Ethnic Inclusion and Economic Growth

Ethnic Inclusion and Economic Growth
Party Politics
vol. 17, iss. 2, pp. 243–260
March 2011
 
By Jóhanna Birnir, David M. Waguespack
 
Is ethnic social diversity relevant to cross-national variation in economic development, or is the inclusion or exclusion of said groups in political decision-making the more salient factor? We argue that deleterious policy effects resulting in diminished economic growth are caused by exclusion of mobilized ethnic groups from the policy process and not just ethnic social diversity per se. Conversely, a positive impact of ethnicity as more groups are included in the policy process with increasing access to cabinet is due, first, to the fact that a population finding its preferences represented in the policy process likely supports implementation of resultant policy. Second, the policy quality likely improves with greater variety in input.
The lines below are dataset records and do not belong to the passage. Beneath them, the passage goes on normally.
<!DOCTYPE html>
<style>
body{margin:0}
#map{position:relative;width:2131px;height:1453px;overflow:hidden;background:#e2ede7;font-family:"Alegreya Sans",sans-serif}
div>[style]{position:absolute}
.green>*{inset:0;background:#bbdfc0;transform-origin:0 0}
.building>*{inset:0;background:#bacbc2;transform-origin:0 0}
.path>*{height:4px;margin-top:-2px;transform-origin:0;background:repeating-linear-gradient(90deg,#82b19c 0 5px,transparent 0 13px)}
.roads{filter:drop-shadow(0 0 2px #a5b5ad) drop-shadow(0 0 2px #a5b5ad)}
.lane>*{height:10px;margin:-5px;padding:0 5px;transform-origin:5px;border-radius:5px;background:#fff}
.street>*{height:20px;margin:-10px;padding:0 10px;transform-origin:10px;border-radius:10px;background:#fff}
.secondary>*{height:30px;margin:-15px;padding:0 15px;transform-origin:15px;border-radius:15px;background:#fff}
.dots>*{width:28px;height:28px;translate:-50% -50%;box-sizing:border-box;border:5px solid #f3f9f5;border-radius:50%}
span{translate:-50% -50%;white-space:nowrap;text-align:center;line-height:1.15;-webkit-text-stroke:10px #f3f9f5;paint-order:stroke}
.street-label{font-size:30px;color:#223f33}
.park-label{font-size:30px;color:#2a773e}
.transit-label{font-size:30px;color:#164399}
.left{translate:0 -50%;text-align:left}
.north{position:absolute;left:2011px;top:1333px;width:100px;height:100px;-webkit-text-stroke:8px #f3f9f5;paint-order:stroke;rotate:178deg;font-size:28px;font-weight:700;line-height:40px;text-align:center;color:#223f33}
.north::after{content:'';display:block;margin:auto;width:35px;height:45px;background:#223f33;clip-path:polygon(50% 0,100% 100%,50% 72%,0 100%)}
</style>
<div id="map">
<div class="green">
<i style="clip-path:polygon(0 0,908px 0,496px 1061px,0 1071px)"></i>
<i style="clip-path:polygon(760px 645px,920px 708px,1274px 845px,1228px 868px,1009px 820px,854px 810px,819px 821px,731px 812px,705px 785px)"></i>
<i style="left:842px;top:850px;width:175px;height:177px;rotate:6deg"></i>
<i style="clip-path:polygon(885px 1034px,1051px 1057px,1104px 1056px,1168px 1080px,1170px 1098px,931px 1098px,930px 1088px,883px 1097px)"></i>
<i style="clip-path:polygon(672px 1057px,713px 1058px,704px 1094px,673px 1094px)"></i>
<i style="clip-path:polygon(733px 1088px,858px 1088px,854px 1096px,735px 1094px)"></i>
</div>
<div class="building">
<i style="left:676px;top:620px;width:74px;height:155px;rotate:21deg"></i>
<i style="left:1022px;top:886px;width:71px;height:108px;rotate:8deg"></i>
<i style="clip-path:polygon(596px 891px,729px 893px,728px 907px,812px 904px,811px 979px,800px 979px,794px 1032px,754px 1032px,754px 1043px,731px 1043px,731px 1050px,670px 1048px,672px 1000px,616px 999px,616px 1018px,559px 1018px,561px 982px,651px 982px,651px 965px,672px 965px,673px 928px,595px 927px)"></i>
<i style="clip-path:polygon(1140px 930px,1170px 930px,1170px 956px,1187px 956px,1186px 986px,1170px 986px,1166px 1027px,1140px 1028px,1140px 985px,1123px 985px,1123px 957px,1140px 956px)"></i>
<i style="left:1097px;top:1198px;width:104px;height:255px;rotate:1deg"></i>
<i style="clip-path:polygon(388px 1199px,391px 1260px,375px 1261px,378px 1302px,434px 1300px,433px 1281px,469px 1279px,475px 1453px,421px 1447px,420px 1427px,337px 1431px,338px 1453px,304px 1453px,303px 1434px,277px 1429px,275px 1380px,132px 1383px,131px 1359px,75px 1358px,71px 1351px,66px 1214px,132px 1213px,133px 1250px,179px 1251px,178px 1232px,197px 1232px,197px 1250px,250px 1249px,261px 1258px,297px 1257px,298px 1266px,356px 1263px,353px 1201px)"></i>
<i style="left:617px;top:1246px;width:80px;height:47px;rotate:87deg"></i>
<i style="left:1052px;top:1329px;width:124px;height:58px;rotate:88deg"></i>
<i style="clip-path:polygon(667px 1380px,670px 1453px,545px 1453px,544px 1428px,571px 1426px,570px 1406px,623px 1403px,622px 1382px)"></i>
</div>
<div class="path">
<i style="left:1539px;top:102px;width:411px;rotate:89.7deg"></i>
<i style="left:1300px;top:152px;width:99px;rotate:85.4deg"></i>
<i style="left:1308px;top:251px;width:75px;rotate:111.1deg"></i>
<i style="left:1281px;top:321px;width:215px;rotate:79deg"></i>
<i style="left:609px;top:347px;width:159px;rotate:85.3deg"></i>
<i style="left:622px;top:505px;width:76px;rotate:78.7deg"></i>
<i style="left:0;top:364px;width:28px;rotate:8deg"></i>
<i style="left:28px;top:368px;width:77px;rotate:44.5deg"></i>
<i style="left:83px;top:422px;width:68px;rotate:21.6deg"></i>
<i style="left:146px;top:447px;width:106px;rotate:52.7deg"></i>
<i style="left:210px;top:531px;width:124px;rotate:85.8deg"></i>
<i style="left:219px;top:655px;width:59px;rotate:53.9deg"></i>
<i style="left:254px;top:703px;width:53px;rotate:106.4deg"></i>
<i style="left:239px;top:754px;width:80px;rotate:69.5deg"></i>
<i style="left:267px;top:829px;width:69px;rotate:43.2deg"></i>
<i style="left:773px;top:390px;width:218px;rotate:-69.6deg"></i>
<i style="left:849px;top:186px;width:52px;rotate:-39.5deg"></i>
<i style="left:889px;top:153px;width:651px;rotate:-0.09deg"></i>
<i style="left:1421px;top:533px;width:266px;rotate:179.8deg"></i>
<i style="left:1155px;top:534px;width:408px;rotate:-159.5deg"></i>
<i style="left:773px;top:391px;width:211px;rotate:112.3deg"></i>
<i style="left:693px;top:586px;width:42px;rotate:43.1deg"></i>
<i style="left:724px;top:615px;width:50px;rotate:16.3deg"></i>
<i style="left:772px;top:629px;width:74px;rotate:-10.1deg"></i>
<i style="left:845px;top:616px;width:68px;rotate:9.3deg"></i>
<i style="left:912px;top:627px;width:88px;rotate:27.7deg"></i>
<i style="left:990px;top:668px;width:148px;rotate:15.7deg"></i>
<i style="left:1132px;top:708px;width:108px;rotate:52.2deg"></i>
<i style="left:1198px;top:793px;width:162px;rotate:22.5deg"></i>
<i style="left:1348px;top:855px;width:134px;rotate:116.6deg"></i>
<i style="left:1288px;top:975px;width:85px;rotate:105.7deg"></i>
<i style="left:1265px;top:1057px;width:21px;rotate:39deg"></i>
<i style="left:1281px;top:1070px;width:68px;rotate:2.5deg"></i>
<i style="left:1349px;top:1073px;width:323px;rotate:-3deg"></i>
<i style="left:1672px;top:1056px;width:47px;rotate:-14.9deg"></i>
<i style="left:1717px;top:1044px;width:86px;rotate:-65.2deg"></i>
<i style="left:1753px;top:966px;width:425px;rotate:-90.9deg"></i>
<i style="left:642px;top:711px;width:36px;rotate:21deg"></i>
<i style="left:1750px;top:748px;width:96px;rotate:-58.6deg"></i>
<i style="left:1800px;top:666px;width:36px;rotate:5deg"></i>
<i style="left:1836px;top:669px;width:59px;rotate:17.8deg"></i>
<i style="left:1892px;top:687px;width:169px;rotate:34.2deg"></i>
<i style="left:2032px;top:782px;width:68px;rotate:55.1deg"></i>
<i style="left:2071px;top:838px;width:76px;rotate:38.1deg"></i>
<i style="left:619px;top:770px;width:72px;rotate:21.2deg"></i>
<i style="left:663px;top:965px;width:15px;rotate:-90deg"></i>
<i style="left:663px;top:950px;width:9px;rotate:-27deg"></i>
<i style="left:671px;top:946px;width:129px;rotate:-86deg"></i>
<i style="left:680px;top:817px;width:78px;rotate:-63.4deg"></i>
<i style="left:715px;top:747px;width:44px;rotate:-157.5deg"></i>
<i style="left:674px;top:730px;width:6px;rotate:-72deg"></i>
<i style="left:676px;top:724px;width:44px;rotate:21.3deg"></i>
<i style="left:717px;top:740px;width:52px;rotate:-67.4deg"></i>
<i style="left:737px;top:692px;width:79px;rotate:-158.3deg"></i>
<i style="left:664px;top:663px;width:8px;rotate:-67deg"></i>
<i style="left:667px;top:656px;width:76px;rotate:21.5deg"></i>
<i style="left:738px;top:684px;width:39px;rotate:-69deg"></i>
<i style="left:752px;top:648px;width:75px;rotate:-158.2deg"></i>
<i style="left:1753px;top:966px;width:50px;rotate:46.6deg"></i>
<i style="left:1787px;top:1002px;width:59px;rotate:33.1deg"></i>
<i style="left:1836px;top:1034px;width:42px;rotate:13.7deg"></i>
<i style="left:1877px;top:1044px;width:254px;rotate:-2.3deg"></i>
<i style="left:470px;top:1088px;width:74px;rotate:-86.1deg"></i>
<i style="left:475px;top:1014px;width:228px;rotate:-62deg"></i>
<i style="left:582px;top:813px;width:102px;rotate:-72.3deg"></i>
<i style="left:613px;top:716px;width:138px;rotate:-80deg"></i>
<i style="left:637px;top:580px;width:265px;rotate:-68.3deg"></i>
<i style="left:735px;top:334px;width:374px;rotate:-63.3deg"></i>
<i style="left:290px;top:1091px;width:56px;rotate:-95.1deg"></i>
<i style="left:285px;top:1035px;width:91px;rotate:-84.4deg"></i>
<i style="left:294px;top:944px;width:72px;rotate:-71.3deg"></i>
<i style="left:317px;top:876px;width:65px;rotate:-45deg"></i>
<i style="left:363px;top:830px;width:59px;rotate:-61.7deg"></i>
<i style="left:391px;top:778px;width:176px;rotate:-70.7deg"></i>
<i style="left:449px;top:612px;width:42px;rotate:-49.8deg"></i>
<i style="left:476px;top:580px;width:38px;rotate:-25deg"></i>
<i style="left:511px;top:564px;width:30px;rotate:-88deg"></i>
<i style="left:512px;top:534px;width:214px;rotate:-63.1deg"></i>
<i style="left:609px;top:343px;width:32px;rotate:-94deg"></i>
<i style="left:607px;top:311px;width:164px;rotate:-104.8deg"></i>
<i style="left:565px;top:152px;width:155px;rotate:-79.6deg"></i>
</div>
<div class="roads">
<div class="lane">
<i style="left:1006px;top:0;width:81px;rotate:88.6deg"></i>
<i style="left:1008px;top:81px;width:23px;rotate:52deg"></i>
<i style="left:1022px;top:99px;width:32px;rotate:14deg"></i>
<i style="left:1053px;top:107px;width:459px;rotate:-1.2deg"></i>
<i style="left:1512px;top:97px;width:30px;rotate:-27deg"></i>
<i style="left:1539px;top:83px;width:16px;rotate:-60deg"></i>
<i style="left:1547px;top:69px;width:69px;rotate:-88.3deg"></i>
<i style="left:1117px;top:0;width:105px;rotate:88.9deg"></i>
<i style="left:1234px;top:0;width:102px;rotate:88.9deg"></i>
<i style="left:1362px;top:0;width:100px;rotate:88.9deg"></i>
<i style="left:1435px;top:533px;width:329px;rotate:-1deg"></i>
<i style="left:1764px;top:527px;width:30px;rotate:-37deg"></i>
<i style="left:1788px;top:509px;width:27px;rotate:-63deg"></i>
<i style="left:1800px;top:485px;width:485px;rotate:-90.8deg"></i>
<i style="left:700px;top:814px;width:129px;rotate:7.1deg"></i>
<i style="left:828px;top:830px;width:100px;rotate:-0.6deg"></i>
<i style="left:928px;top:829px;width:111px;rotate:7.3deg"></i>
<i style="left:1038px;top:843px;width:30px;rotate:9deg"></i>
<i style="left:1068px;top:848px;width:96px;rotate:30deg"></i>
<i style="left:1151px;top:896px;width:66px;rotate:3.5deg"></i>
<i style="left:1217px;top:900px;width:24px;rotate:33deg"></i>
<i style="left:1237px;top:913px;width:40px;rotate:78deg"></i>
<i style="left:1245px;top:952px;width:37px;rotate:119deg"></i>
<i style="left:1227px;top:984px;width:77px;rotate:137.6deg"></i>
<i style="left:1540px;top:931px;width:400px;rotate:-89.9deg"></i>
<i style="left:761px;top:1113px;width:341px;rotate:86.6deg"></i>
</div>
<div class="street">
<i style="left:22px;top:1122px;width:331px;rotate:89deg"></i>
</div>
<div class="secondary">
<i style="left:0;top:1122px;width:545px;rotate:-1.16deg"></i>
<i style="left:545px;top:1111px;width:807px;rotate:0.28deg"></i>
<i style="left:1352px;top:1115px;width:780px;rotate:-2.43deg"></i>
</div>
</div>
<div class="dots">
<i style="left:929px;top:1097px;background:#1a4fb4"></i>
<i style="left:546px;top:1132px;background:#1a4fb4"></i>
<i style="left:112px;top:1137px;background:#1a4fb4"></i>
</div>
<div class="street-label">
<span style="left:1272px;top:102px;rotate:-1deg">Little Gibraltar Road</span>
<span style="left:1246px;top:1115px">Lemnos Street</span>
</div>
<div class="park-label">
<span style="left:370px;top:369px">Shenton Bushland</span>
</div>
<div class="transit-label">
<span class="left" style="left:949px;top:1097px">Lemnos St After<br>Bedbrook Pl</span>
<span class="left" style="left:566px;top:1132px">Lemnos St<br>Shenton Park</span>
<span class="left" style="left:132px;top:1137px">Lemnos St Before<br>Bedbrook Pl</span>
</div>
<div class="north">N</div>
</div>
Third, a greater number of included ethnic groups in cabinet increases the number of ethnic partisan veto players in the policy process -- thereby generating increased policy stability in the long term. We test this idea first on long-run growth in democracy and, second, on annual indicators of growth. We find that increasing ethnic social fragmentation still negatively impacts on the economy. However, cabinet diversity offsets some of these negative effects as it improves growth of GDP per capita.
 
Birnir, J. K., & Waguespack, D. M. (2011). Ethnic inclusion and economic growth. Party Politics, 17(2), 243-260.